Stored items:

◆ ◆ ◆ ◆ ◆

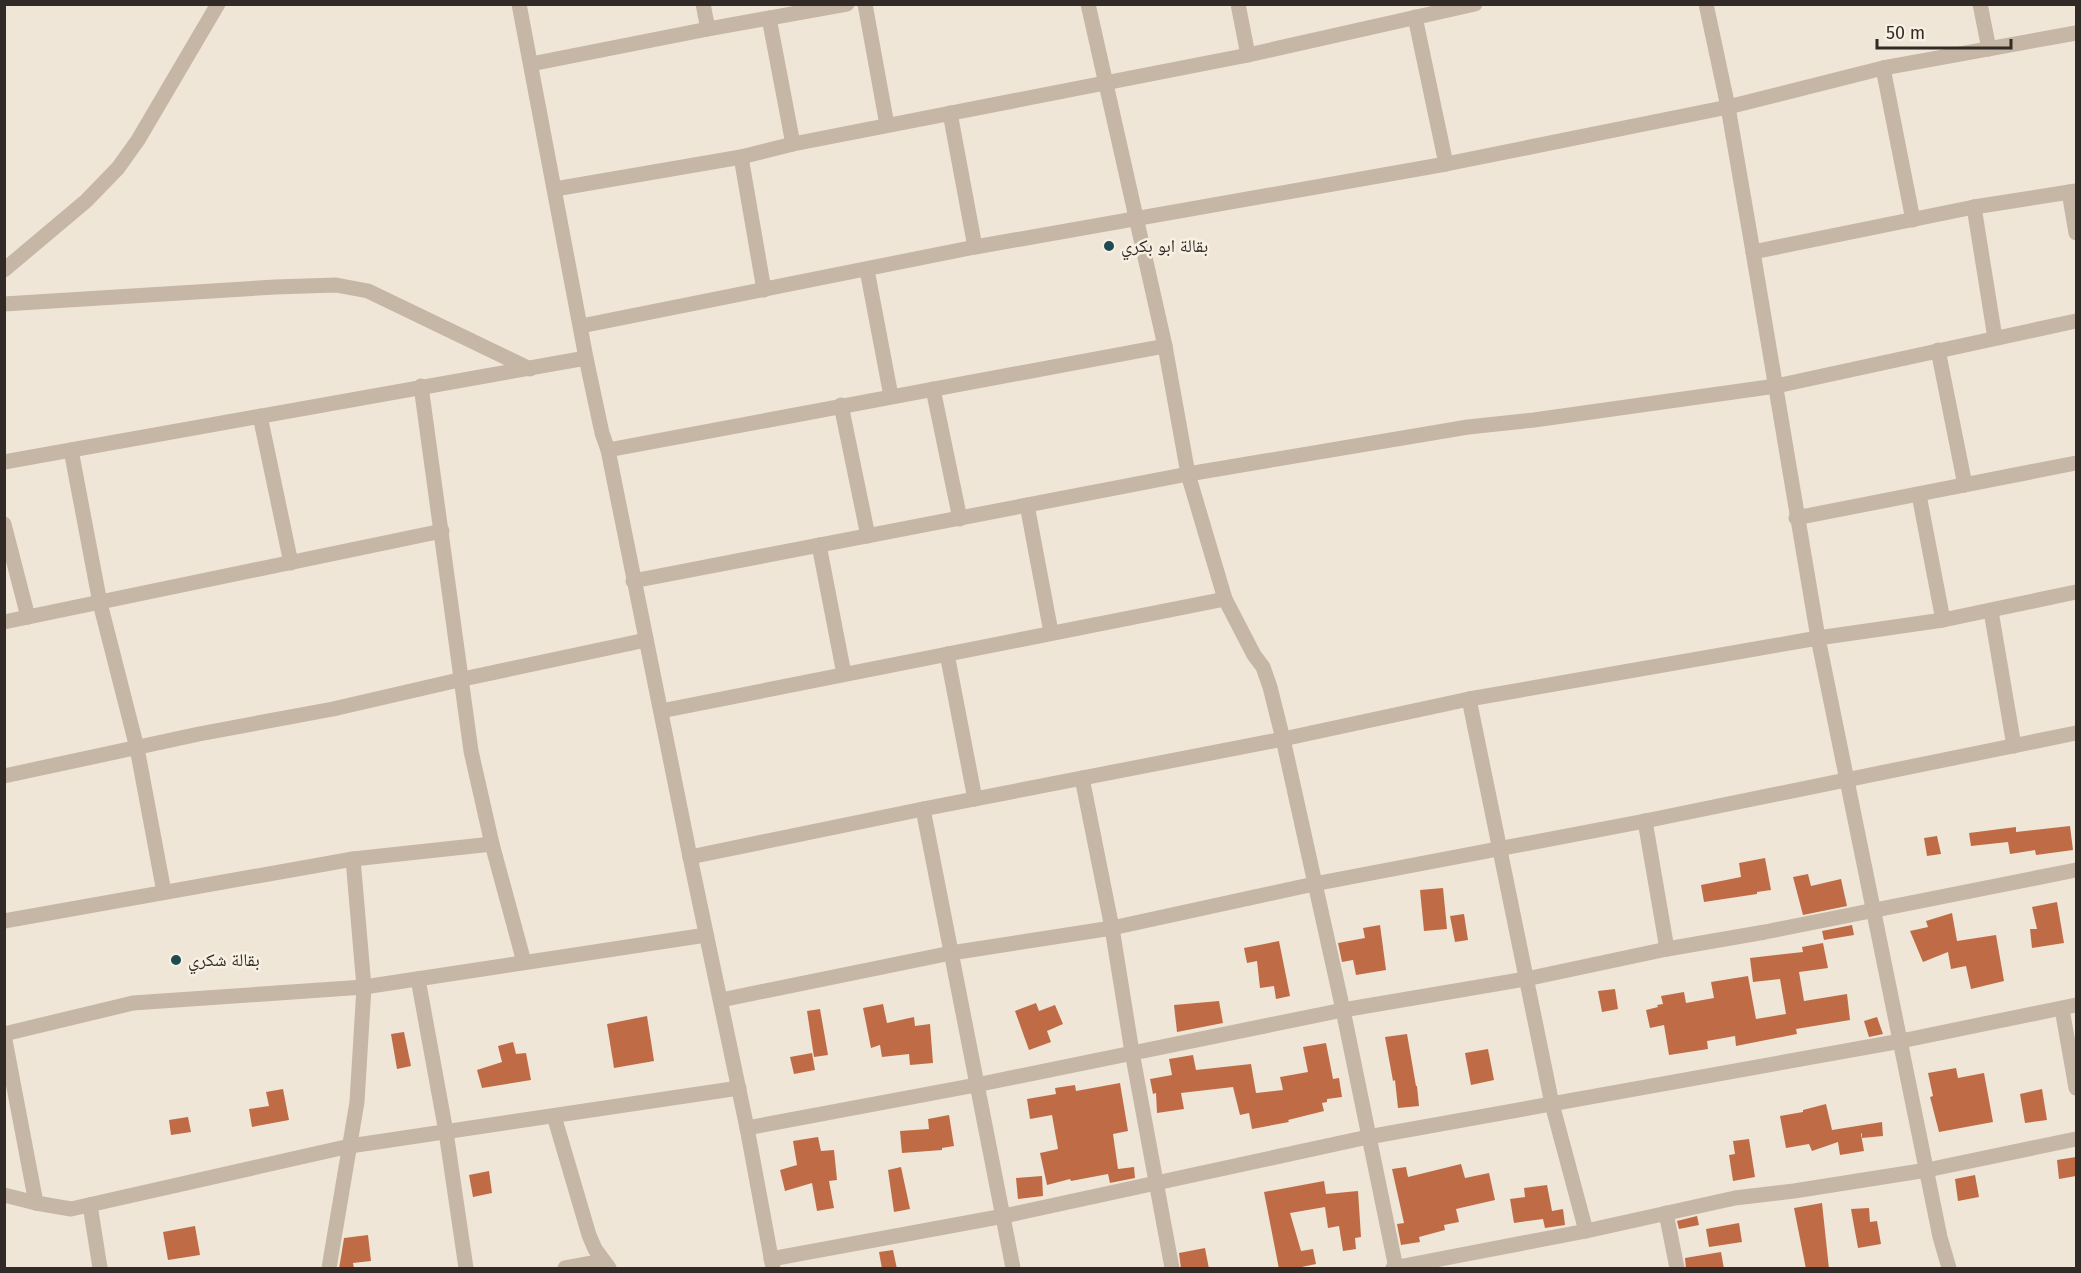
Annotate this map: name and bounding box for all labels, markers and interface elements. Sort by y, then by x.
scale bar [1877,12,2010,50]
text: 50 m [1886,22,1925,44]
place label: بقالة ابو بكري [1121,235,1208,261]
marker: بقالة ابو بكري [1102,239,1116,253]
place label: بقالة شكري [188,949,260,975]
marker: بقالة شكري [169,953,183,967]

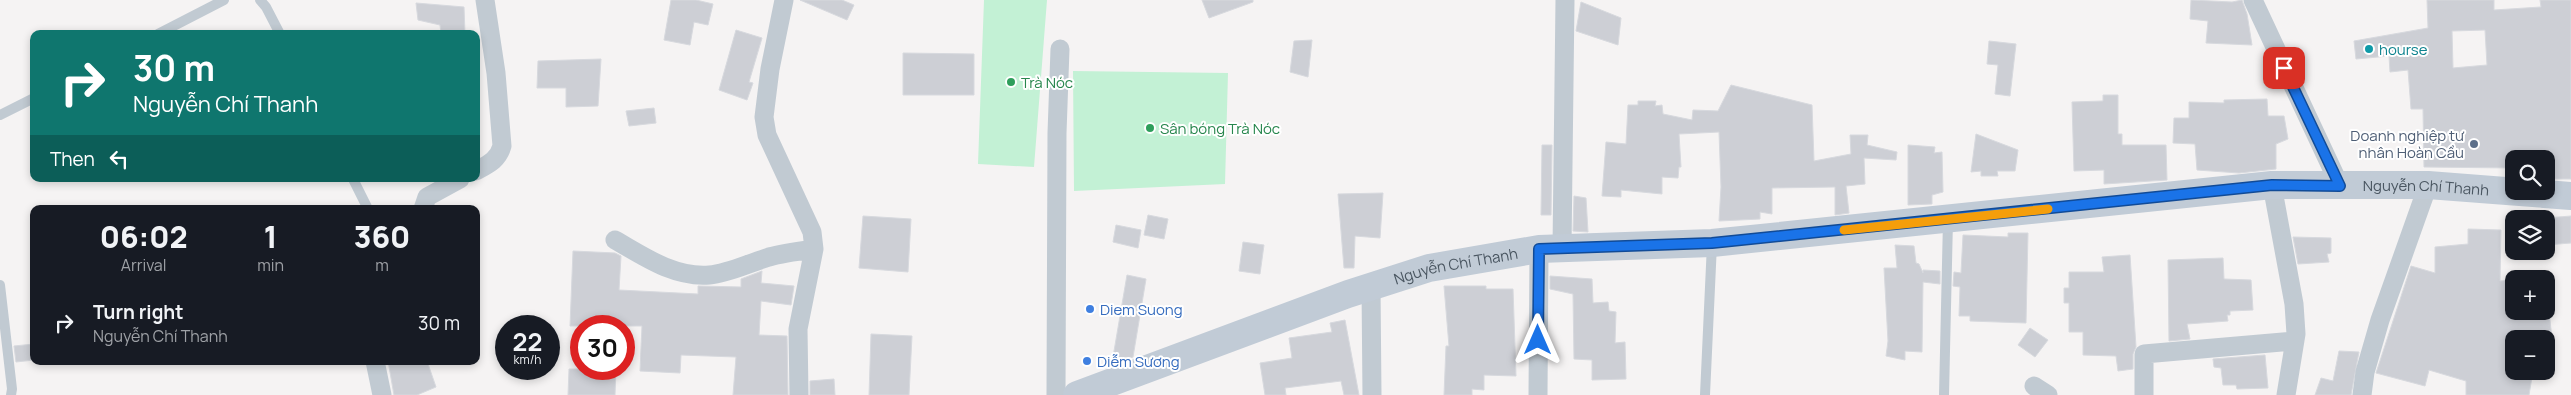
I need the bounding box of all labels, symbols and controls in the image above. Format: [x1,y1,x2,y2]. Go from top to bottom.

◆ ◆ ◆ ◆ ◆

- Task description -
Once the pictures are set aside, write out the entries verbatim.

- Written answer -
Annotate this map: name and bounding box for all labels, markers and interface elements. Sort by y, then by x.
scale bar [1877,12,2010,50]
text: 50 m [1886,22,1925,44]
place label: بقالة ابو بكري [1121,235,1208,261]
marker: بقالة ابو بكري [1102,239,1116,253]
place label: بقالة شكري [188,949,260,975]
marker: بقالة شكري [169,953,183,967]

I need the bounding box of all labels, symbols and controls in the image above. Format: [x1,y1,x2,y2]. Go from top to bottom.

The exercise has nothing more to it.